Thinking about Clean Clouds

There is a trade-off between efficiency/resource utilization on the one hand and reliability/convenience on the other with regard to cloud computing.  Although use of the term 'cloud computing' provokes images of data, apps and programs residing in some nebulous non-place like a cloud, it is all just moved to a data center somewhere. In order to prevent service outages or downtime, most providers maintain excess capacity meaning that often server utilization rates are "6% to 15%, with 75% of servers using less than 10%." (Glanz, 2012). Many are 'comatose' servers, doing little more than burning electricity and "little if any computational work." (Glanz, 2012).  The studies found that up to 75% of the servers in a given 'farm' were basically idle. 
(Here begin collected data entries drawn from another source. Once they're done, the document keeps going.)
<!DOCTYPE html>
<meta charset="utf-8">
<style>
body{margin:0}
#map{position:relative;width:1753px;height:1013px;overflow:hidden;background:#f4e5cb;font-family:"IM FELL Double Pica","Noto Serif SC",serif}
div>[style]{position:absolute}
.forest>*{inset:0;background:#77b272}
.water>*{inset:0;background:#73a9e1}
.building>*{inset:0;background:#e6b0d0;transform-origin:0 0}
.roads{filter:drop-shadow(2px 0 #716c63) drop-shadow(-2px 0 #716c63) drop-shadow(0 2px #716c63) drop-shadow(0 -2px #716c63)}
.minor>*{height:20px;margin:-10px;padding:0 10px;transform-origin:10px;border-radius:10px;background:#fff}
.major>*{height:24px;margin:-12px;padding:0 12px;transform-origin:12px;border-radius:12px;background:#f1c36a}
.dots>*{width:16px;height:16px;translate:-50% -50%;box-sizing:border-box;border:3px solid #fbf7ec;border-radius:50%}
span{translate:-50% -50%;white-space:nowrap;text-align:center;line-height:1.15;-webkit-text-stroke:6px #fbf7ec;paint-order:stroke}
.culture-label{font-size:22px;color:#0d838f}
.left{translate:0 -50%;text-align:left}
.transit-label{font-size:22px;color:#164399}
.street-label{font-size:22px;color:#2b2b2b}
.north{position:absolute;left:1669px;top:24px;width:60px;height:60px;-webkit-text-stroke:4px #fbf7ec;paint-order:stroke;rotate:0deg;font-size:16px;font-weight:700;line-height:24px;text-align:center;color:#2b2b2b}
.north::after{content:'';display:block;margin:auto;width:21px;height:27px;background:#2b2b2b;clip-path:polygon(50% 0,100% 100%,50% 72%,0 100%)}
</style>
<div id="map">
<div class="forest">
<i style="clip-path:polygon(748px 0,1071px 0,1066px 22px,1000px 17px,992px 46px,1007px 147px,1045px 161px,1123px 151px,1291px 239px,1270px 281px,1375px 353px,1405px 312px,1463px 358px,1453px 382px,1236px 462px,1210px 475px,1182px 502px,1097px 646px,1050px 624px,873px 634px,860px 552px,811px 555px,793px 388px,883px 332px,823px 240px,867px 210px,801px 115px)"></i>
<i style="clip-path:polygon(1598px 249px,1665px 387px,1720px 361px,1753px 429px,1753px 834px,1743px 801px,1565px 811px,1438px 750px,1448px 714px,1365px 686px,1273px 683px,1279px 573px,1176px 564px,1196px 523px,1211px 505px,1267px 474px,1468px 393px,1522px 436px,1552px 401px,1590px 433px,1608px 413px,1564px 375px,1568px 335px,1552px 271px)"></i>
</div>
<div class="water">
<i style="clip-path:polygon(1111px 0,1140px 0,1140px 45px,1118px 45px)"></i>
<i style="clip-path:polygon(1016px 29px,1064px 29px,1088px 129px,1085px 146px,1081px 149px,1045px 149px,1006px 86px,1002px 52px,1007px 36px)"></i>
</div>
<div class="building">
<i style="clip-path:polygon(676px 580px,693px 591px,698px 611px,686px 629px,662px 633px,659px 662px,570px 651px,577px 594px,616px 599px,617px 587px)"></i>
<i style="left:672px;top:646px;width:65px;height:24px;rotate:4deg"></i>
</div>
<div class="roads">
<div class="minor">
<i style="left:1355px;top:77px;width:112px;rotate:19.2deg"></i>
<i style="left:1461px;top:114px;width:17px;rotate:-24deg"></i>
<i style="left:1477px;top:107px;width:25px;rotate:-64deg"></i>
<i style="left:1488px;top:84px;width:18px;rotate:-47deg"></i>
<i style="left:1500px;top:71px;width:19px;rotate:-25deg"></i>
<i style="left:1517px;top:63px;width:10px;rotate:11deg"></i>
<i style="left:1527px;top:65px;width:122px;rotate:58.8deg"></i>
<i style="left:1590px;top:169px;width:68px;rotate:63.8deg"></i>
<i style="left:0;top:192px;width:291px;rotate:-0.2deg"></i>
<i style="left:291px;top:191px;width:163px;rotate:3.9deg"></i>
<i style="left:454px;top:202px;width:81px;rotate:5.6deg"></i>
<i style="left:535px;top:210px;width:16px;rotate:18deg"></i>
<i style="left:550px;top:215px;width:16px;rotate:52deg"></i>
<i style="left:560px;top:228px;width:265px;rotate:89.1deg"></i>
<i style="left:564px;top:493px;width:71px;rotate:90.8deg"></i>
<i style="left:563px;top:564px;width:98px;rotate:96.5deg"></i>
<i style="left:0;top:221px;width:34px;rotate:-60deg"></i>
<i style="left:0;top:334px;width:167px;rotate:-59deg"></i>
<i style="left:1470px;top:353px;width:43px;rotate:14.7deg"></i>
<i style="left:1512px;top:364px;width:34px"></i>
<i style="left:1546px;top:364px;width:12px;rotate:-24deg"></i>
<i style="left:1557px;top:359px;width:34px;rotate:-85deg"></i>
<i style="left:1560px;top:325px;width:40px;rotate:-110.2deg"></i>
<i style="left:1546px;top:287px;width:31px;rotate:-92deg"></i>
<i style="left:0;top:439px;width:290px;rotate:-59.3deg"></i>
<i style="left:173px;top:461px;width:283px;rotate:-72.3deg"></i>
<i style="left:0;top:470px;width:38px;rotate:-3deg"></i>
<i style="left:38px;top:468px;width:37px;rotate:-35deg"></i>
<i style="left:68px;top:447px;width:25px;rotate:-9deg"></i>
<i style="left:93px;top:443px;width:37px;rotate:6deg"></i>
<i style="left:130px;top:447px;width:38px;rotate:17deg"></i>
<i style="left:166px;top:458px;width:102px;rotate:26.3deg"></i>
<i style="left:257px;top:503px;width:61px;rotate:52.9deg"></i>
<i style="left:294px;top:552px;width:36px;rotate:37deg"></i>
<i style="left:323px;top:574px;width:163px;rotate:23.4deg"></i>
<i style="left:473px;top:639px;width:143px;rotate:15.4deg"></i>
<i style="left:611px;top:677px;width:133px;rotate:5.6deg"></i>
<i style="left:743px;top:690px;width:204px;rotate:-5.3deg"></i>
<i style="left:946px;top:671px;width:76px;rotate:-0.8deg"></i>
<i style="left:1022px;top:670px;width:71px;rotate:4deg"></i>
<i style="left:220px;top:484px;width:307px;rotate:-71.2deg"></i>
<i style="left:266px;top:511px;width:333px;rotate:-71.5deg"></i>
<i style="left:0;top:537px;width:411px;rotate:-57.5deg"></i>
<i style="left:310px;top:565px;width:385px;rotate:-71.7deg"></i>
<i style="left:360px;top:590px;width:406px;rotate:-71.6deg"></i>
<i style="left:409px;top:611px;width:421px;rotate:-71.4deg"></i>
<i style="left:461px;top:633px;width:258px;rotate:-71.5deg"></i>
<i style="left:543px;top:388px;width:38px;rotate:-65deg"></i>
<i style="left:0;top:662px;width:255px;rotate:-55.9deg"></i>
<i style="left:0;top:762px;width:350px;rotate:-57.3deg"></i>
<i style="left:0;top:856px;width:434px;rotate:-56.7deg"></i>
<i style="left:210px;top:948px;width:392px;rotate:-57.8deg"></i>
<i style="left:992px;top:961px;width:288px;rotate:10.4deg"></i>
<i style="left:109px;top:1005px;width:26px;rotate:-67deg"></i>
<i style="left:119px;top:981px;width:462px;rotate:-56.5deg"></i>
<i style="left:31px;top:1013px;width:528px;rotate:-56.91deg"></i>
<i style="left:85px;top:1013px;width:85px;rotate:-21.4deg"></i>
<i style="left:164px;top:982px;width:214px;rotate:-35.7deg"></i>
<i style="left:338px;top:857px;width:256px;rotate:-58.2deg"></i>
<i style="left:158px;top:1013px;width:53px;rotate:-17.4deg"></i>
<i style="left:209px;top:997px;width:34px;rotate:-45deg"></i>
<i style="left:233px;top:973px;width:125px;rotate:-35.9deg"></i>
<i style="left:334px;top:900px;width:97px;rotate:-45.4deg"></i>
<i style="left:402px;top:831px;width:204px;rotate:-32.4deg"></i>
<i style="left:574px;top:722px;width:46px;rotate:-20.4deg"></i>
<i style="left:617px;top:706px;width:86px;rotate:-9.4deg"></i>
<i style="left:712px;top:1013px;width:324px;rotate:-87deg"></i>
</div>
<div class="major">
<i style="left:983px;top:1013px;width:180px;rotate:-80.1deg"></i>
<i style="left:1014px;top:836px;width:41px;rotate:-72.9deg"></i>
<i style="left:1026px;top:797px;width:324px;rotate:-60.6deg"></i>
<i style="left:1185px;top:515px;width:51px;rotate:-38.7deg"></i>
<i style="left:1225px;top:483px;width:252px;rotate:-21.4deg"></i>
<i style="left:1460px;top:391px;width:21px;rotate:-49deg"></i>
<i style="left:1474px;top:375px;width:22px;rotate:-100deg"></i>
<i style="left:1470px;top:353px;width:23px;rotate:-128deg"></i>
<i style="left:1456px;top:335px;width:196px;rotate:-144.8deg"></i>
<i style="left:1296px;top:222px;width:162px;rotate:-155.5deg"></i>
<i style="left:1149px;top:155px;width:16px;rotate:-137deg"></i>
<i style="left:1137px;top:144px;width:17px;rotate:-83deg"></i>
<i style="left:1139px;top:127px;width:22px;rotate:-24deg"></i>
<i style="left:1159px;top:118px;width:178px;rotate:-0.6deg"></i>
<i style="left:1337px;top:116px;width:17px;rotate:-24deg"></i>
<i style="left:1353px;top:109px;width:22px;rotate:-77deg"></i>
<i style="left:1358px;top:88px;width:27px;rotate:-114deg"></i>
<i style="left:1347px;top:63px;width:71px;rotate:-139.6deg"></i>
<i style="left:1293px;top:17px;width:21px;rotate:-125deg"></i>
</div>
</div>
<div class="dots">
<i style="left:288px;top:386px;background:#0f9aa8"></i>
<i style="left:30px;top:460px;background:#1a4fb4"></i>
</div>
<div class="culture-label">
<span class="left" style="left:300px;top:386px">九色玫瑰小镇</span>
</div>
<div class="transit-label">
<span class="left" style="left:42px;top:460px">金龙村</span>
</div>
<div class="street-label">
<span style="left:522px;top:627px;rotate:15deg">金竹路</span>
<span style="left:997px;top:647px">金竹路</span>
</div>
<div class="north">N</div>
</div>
Servers are not the only energy consumers in data centers however, industrial cooling systems are needed to keep the massive spaces useable.  There are also backup battery installations and chargers necessary to prevent disruptions due to the local electric grid.  In fact, most data centers maintain a stable of diesel generators that kick in whenever the local electrical service grid goes down.  The explosion of consumer data creation, transmission and storage due to the relative cheapness of cloud based centralized computing is leading to an energy useage profile that is simply not sustainable. 

One possible avenue to redress this mismatch is virtualization, which effectively merges multiple servers into one large flexible computing platform that can host a variety of applications or data on a much more rapid scaling basis.  While this may reduce the need to maintain individual excess capacity in computing resources and help improve server utilization rates, it will not reduce the total energy footprint. "Nationwide, data centers used about 76 billion kilowatt-hours in 2010, or roughly 2 percent of all electricity used in the country that year," noted The new York Times.

Glanz, J. "Power, Pollution and the Internet."  New York Times.  (September 22, 2012).